The results of Kyle Busch's cause of death were released. He started with a sinus infection a couple of weeks ago, he had a cough. He kept racing, because that's what drivers do. It turned into pneumonia. Pneumonia is treatable, 450 million people get it a year. So he kept racing.
But then it turned into sepsis. Sepsis can be fatal in a matter of hours.
He was in the racing sim when things went badly, they took him from there directly to the hospital. Within 24 hours one of the biggest racing legends was dead at just 41 years old. From something that was treatable, something he raced through.
Losing Kyle has been a hard hit to the racing community, reminding everyone how real these drivers are.
But now all I keep thinking is how our guys in F1 do the same thing. Motorsport puts tremendous pressure on drivers to compete and show up every week.
In the 2022 Monza race weekend, Alex Albon drove through 2 practices Friday, felt terrible, was diagnosed with appendicitis, went into surgery Saturday, something went wrong and caused respiratory failure, then put on a ventilator and into a medically induced coma. ....And 2 weeks later was back racing in Singapore.
In 2023, Max Verstappen was sick and missed media day in Saudi Arabia, but came back to drive through all sessions in the race weekend, revealing later he was so sick it felt like he "was missing a lung."
Lando in 2024 was so sick in a way that wouldn't go away, he coughed and hacked his way through every single lap on the track for nearly 2 months.
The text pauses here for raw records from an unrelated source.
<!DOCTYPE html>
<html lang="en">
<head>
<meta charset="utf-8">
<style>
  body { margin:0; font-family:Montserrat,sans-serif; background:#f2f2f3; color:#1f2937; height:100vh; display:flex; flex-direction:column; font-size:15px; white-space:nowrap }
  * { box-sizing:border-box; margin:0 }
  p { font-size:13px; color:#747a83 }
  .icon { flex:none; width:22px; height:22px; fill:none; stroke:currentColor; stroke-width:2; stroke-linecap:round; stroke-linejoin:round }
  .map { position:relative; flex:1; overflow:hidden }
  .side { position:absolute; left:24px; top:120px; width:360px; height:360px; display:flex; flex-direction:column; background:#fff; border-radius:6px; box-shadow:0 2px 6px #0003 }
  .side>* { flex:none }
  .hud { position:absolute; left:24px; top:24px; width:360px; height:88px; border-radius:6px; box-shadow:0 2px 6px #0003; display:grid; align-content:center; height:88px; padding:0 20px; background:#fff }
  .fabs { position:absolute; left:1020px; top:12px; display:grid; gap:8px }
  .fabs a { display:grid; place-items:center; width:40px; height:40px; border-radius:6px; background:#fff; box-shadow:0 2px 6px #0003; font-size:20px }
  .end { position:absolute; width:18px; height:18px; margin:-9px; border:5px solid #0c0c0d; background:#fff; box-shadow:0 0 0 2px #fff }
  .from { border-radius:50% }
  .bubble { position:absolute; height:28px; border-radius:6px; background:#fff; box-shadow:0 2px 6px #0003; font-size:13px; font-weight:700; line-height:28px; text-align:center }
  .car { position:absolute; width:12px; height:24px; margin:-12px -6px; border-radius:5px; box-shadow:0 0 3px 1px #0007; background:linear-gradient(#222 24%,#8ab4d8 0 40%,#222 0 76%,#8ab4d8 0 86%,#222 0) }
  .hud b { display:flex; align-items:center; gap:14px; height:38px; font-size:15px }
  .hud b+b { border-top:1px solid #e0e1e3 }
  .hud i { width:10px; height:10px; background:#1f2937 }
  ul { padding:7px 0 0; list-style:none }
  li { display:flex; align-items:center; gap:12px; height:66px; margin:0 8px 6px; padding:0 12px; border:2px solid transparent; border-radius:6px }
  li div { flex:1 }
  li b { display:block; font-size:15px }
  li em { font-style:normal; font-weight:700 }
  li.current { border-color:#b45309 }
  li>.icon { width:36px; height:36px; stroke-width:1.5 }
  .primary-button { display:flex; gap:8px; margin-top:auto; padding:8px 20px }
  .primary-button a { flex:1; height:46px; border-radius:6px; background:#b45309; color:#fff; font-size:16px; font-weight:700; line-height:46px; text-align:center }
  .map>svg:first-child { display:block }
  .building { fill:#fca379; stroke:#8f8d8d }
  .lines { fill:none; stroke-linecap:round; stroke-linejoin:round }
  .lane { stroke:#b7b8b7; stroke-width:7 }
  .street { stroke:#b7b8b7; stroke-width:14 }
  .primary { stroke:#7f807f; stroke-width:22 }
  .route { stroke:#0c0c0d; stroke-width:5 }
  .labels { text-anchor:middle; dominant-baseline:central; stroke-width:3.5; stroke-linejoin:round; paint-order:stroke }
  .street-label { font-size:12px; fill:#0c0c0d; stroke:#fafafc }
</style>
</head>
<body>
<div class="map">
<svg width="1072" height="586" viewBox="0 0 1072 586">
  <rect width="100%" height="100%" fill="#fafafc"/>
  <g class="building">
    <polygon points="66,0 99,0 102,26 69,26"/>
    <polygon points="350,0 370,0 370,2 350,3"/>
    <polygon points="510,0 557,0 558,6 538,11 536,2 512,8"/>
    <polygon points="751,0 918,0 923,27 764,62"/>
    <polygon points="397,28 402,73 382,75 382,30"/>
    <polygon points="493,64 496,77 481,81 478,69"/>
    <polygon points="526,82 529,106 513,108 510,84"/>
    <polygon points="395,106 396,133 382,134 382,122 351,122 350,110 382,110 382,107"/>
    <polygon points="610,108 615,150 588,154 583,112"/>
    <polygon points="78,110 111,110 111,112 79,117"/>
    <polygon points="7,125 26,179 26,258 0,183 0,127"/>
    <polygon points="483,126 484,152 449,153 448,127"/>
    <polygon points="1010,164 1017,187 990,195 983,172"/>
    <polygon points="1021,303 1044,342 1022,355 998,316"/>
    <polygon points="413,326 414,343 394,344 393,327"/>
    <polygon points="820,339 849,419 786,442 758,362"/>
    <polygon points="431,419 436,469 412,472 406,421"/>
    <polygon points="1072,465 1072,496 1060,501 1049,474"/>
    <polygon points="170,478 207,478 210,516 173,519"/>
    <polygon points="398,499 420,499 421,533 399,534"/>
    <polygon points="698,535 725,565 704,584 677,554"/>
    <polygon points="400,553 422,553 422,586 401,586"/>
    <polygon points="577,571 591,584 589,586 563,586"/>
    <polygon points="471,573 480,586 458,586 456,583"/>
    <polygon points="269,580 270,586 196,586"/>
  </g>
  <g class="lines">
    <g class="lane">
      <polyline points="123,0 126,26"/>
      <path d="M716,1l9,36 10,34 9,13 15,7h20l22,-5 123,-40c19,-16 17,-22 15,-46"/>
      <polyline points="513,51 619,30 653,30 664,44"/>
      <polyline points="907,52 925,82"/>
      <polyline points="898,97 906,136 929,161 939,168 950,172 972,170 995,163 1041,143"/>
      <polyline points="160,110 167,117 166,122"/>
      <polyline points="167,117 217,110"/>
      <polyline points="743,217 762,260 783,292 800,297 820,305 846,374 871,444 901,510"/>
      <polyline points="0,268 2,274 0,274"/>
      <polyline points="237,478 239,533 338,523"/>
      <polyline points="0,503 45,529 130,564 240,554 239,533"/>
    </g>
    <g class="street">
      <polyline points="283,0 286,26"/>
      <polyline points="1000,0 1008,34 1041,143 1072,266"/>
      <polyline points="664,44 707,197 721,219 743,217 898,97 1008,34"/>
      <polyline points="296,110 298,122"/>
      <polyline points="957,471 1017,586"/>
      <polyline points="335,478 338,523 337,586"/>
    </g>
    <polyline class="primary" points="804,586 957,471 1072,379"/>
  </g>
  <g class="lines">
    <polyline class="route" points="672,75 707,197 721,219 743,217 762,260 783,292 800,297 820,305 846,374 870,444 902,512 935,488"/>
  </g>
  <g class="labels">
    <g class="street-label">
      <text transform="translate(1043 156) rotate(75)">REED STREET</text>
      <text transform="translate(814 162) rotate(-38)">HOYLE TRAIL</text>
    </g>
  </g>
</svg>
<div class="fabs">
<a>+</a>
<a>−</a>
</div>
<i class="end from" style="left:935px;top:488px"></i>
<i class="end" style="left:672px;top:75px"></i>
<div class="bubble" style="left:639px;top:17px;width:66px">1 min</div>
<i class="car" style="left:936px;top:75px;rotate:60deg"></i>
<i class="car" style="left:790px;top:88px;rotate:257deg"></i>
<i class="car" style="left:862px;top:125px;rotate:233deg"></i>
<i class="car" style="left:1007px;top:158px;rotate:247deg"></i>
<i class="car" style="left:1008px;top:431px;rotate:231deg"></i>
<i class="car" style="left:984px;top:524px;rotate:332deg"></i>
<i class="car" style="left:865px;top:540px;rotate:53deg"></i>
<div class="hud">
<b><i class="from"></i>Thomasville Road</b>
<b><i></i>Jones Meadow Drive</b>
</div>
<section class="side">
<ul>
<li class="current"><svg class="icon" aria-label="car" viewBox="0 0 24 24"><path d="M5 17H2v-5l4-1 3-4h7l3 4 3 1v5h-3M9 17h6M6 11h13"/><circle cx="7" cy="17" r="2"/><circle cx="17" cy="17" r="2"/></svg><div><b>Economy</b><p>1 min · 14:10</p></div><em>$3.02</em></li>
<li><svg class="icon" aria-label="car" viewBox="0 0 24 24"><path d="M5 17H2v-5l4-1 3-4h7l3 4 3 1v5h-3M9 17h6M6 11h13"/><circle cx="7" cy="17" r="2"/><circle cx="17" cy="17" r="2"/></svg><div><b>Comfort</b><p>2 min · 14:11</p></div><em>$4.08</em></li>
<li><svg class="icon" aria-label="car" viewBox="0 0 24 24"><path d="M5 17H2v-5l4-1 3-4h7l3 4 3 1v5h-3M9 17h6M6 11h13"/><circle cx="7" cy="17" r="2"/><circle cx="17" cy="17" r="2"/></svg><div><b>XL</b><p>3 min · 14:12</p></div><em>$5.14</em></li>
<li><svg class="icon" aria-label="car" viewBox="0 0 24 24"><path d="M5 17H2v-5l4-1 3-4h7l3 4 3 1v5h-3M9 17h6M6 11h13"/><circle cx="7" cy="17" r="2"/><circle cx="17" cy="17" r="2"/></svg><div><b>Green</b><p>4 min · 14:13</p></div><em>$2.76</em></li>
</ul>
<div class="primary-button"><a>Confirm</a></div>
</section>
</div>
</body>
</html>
This video from Singapore last year, moments before getting in the car for one of the most physically exhausting races of the season he had to sit down on the grid, his team saying he was so sick he looked green. But Lando was fighting for a championship. If he hadn't driven through it, he wouldn't be the 2025 World Champion.
And now we've lost the most winningest driver in NASCAR history, holding an all-time record of 234 career victories across the sport's top three national series, because he kept driving. He won a race less than a week before he died. He drove through it.
I don't know what we do about that. I don't know what could ever change to make that any less horrifying.
But I think its worth talking about. If nothing else, Kyle Busch's legacy deserves it.